Le premier gène synthétisé par voie chimique codant une protéine de taille plus importante - l'interféron humain - fut préparé en 1981, requérant la synthèse et l'assemblage de 67 fragments différents pour produire un seul duplex de 514 paires de bases avec les signaux d'initiation et de terminaison reconnus par l'ARN polymérase bactérienne.
Gérald Karp, biologiste moléculaire américain, classe la synthèse par Eckard Wimmer en 2002 du poliovirus - dont il a été question précédemment - dans le prolongement de ces travaux sur la synthèse chimique de l'ADN 85 ( * ) . Dans cette expérience, la séquence de 7 741 nucléotides du virus à ARN a reposé sur l'assemblage d'oligo-nucléotides pour créer une copie d'ADN du génome viral. Les chercheurs ont alors introduit cet ADN dans des extraits cellulaires, où il a été transcrit en ARN et traduit en protéines. L'ARN et les protéines du virus, produits dans ce système cellulaire, se sont assemblés en particules capables d'infecter et de tuer les souris, ce qui a suscité des craintes quant aux risques potentiels d'une telle expérience.

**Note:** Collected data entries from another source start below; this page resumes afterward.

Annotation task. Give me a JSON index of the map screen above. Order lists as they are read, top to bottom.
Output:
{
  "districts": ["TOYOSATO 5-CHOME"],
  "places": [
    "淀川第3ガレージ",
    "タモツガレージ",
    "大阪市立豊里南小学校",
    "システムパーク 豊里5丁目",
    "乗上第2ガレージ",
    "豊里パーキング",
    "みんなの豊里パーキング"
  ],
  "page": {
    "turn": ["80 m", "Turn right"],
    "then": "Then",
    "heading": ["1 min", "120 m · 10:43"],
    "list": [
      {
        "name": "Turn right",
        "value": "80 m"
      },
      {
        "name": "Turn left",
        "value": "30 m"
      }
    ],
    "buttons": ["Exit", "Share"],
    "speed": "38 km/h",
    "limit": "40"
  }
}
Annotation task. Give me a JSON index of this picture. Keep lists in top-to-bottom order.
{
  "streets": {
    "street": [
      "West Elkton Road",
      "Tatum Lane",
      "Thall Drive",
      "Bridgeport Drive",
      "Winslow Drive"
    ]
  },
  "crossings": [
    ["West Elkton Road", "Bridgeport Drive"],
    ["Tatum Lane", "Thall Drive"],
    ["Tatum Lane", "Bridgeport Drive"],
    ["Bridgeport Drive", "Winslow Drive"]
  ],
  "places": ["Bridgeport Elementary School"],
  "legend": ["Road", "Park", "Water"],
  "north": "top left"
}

Gérald Karp cite également l'ingénierie des protéines parmi les applications de la synthèse de l'ADN. Ainsi rappelle-t-il que grâce aux techniques actuellement disponibles, il est possible de créer un gène artificiel et de s'en servir pour produire une protéine possédant une séquence d'acides aminés prédéterminée 86 ( * ) .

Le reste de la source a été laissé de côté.